Top of Input data
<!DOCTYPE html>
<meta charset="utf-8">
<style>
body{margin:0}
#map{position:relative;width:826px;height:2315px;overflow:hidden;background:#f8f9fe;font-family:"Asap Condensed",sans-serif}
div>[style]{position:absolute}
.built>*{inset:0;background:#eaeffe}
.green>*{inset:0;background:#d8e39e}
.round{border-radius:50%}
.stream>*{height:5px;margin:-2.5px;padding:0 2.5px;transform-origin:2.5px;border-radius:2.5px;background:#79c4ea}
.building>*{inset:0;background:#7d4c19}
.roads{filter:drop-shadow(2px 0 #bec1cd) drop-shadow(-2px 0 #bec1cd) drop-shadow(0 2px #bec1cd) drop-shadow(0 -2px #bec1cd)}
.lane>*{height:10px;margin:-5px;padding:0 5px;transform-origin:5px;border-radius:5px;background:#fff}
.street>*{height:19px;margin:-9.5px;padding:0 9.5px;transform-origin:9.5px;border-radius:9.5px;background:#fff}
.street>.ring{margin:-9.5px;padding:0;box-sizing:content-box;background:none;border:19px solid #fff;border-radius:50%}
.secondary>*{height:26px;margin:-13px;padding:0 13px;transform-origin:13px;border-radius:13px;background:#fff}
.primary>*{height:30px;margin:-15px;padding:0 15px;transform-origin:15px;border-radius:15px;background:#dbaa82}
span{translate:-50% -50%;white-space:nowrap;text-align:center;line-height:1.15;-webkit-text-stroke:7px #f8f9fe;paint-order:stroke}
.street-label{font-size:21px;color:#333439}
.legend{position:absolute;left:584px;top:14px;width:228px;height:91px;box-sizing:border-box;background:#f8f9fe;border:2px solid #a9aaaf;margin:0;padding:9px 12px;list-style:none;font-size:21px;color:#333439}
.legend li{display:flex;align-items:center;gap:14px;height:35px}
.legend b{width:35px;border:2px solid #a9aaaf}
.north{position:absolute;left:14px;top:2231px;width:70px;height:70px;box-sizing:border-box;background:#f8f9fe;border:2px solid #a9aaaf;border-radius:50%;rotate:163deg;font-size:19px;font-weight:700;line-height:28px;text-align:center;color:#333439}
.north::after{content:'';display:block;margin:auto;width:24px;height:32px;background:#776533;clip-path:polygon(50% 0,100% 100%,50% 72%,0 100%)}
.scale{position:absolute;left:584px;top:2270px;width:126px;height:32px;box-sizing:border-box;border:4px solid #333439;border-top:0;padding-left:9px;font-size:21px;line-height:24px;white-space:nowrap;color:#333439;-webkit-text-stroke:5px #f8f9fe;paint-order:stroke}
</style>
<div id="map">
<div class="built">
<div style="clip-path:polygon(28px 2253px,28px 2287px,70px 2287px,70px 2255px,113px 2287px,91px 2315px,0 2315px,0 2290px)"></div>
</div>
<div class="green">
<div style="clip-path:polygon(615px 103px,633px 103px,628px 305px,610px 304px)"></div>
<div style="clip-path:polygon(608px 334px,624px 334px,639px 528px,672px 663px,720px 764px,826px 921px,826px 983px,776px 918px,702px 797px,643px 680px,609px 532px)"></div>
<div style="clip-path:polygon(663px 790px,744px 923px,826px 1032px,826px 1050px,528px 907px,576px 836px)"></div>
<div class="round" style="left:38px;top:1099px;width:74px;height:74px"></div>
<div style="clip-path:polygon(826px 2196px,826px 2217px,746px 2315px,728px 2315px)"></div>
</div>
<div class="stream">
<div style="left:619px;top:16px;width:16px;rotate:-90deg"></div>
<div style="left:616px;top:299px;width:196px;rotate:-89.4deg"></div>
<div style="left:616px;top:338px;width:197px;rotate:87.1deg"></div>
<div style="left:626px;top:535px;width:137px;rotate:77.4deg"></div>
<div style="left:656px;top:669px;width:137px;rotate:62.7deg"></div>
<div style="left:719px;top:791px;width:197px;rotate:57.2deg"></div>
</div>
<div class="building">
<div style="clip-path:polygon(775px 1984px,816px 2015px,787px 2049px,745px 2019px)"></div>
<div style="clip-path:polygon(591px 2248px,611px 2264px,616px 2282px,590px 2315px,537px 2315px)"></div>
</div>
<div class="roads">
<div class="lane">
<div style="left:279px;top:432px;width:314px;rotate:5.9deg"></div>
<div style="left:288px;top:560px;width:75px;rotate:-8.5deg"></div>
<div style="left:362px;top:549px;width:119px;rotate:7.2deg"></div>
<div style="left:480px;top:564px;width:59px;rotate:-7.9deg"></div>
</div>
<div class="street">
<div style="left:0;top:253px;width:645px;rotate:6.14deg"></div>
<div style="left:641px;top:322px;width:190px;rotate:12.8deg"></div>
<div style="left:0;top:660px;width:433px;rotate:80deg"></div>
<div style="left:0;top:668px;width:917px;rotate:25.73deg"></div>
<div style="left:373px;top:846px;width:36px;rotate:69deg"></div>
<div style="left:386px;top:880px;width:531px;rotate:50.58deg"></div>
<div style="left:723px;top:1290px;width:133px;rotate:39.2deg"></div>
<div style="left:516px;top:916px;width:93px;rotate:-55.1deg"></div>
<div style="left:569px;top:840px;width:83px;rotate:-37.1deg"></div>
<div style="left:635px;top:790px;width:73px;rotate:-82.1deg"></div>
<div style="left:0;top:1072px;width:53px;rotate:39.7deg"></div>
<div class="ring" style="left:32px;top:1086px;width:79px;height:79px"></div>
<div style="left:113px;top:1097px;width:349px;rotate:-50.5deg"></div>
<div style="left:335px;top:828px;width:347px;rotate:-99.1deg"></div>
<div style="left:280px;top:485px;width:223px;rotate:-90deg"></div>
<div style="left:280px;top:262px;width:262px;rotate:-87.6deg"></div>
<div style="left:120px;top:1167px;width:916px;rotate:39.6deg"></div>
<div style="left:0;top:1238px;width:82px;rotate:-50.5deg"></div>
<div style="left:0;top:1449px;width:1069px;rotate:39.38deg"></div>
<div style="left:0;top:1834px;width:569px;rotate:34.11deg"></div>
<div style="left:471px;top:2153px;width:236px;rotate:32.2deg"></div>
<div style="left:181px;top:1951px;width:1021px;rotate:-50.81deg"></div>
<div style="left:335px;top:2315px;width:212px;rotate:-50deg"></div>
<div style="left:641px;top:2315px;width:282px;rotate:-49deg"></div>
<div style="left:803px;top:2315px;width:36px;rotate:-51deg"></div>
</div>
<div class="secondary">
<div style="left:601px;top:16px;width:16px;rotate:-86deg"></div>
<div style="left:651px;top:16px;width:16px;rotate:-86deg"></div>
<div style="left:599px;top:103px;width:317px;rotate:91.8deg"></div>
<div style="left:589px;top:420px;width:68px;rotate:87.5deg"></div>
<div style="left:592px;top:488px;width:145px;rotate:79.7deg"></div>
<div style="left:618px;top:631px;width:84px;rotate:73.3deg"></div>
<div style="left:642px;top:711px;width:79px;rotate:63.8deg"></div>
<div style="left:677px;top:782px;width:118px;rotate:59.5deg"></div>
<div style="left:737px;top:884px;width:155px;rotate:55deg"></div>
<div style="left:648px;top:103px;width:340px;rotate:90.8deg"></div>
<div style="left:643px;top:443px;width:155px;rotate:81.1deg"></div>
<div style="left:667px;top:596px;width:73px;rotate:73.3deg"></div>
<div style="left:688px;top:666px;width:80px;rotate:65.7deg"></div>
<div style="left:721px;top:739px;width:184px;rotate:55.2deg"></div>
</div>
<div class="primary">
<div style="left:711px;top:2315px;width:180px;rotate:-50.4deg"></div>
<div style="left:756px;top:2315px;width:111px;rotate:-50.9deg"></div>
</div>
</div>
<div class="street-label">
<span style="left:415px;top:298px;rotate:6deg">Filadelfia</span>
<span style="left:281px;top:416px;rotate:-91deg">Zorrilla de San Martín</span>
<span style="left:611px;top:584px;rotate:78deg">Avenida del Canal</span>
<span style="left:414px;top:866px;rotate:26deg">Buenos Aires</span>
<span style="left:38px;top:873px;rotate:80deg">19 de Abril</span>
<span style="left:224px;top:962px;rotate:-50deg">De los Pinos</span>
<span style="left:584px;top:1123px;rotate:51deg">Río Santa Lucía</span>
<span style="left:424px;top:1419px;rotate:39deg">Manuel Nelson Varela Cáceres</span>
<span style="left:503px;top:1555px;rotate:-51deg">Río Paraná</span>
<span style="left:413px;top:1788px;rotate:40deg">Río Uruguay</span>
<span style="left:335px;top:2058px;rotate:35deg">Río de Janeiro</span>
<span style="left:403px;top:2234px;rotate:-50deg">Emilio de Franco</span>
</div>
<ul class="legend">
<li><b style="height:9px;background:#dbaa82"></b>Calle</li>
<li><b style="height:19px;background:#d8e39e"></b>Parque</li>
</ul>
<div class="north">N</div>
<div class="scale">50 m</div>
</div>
Bottom of Input data
◆ **How to complete this task**
For the string "stream", go through the entries above and copy each line where it occurs.

◆ **The completed task**
.stream>*{height:5px;margin:-2.5px;padding:0 2.5px;transform-origin:2.5px;border-radius:2.5px;background:#79c4ea}
<div class="stream">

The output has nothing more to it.